I. Exception to Copyright – Doctrine of Fair Dealing 

Section 52(a) of the Copyright Act[1] provides for exceptions to infringement in the form of ‘fair dealing’.

The term fair dealing refers to the use of literary, dramatic, musical or artistic work for private uses including research, criticism, review and for the purpose of reporting current events in a newspaper, magazine or similar periodical, or by broadcasting or cinematographic film or by means of photographs. These acts as considered to not infringe the existing copyright and are instead, considered as fair use of copyright work.

The defence of fair dealing initially originated as a doctrine of equality which allows the use of certain copyrightable works, which would have otherwise been prohibited and would have ideally amounted to an infringement of copyright. The central idea behind the doctrine is to prevent the stagnation of the growth of creativity for whose progress the law has been designed.

The doctrine of fair dealing is enshrined in Article 13 of the TRIPS Agreement and the Berne Convention on Copyright. Most territorial copyright legislations have given place for this doctrine in their law, however, there’s still a difference if the individual laws of fair dealing enacted in different countries.

As compared to the US, the Indian copyright law is often regarded as very limited and restrictive since there is an exhaustive list of actions which come under the scope of fair dealing. Thus, the Indian law of fair dealing work strictly within the framework of the enlisted actions and as adopted by Section 52.

Indian Courts have since explored and unveiled the facets of fair dealing and are now coming to the conclusion that there cannot be a definite or exhaustible list of uses which can come within the purview of fair dealing.

They further stated that it would be much fairer when the decision is based on the facts and circumstances of each case. In a case tried by the Delhi High Court[2], the plaintiff claimed that the defendants amounted to an infringement of their copyright wherein the defendants broadcasted a TV show with a documentary on the life of singers and they perform their own songs.

While the singer sings, clips of movie scenes copyrighted by Yashraj Films were shown in the background. The defendants claimed fair dealing, however, the Court restrained them from doing so. This decision wasn’t considered to be very fair by a lot of IPR experts, however, the reason behind why the decision had its stand, is due to the fact that the use of the work did not come within the exhaustive list that is provided under section 52. Thus, the defendants were deprived of any remedy with regard to laws governing fair dealing.

One of the most cited cases worldwide for digital copyright infringement[3] is the case of Napster, wherein the plaintiff was sued by the defendants, for person to person file sharing.

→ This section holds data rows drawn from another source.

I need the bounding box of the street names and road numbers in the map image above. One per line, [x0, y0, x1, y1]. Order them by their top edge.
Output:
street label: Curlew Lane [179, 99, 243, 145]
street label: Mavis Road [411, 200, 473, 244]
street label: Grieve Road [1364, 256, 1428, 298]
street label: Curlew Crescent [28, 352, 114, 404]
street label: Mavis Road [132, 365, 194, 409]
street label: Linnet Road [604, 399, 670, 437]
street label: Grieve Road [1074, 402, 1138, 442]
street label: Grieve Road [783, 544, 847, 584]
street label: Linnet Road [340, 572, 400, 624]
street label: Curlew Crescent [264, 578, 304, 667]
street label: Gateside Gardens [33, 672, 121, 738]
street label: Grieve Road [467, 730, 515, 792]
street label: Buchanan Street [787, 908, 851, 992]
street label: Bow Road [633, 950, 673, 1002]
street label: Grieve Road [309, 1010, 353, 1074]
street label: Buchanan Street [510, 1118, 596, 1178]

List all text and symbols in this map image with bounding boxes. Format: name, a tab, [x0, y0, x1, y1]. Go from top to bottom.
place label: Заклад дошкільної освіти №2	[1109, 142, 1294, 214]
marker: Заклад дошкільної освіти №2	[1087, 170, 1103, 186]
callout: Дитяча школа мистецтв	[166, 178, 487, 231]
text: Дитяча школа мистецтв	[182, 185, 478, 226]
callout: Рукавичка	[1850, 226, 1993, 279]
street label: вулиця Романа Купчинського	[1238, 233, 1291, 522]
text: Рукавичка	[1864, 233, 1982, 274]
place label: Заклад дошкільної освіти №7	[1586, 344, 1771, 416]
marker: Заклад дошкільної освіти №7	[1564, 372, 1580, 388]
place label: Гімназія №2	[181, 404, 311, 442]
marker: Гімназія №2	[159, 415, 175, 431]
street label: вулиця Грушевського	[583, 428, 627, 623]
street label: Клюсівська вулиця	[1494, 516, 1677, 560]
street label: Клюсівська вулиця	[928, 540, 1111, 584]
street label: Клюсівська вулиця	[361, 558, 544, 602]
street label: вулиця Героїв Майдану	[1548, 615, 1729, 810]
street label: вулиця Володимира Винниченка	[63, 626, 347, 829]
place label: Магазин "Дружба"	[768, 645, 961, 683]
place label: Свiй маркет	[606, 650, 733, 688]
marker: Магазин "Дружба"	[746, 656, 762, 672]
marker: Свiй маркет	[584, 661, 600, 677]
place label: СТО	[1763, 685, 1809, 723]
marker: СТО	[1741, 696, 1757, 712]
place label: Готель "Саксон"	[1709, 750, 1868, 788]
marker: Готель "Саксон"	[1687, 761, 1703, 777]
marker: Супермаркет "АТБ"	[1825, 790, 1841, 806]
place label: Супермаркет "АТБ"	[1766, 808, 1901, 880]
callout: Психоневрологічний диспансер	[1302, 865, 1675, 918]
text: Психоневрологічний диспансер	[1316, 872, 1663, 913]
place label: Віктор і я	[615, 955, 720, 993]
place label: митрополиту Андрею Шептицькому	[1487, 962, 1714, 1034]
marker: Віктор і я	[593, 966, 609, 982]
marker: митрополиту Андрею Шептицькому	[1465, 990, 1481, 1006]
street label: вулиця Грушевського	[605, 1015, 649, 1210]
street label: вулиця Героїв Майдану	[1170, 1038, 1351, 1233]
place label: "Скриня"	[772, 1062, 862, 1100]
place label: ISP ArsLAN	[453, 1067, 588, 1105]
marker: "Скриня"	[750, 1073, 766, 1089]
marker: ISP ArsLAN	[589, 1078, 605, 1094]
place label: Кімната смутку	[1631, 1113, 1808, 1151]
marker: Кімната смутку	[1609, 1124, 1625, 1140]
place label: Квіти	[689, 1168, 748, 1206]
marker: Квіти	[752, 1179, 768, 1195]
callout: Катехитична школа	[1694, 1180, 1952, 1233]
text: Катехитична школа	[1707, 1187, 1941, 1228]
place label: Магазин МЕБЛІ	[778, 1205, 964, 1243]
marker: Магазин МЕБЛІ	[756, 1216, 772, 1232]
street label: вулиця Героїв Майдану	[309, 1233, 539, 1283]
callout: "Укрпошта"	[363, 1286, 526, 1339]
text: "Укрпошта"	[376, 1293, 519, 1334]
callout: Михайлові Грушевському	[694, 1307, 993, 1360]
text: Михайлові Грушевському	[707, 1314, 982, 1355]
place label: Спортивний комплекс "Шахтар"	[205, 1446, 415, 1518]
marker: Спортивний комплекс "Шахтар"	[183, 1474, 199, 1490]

Napster provided the software, whereby the user was allowed to share MP3 files stored in his computer to other users of Napster.

Since the case was filed, various music companies have been seeking almost USD 100k for each copyright-protected song downloaded using Napster. Eventual settlement then resulted in Napster giving a third of all future profits to the settling parties and by 2000, Napster Inc. was shut down.


This study revolves around the Google Book Project case that was an incredibly well-known copyright case litigated in the USA and decided in October 2015.[4]

Facts of the Case

On the 14th of December, 2004, Google announced that it would start scanning millions of books from the collections of leading research libraries to create a comprehensive database of books that would be online and searchable.

Most libraries had initially extended their support including NY Public Library and the Harvard University but limited their cooperation to books in the public domain. However, other libraries such as the University of Michigan agreed to turn over their copyrighted books to the programme which was then called the Google Print.

Google’s end goal here was to build an unrivalled digital library using these books to draw users to its website, strengthen its dominance of the search-engine market and also increase its advertising. The libraries, in return, wanted to digitize their collections. Libraries buy and lend books to readers, but when the books are in copyright, they may not make copies of it unless an exception to copyright applies.

The Authors Guild was the USA’s largest society of publishes authors and the leading writers’ advocate for fair compensation and effective copyright protection. They felt the need to act on the issue and thus, in September 2005, the Authors Guild along with a group of individuals sued Google for copyright infringement. The next month, the Association of American Publishers also launched a lawsuit of its own.

Proposed Settlement Agreement

At the Court, Google argues that its programme offered great public benefits and thus, the copying should be protected under the legal doctrine of fair use. However, Authors Guild argued that private companies shouldn’t be allowed to make full digital copies of copyrighted books for commercial purposes, especially without compensating the rights holders. Thus, both parties sat to reach a compromise.

By October of 2008, the parties had finally reached an agreement. Google was asked to pay out USD 125 mil out of which, some money would go to the owners of the books and the rest to fund the Book Rights Registry.

Google would then display out-of-print books to users and charge licensing fees for copyrighted work. Further, Google was proposed to provide portals in every public library and to more than 4,000 colleges and universities in the US.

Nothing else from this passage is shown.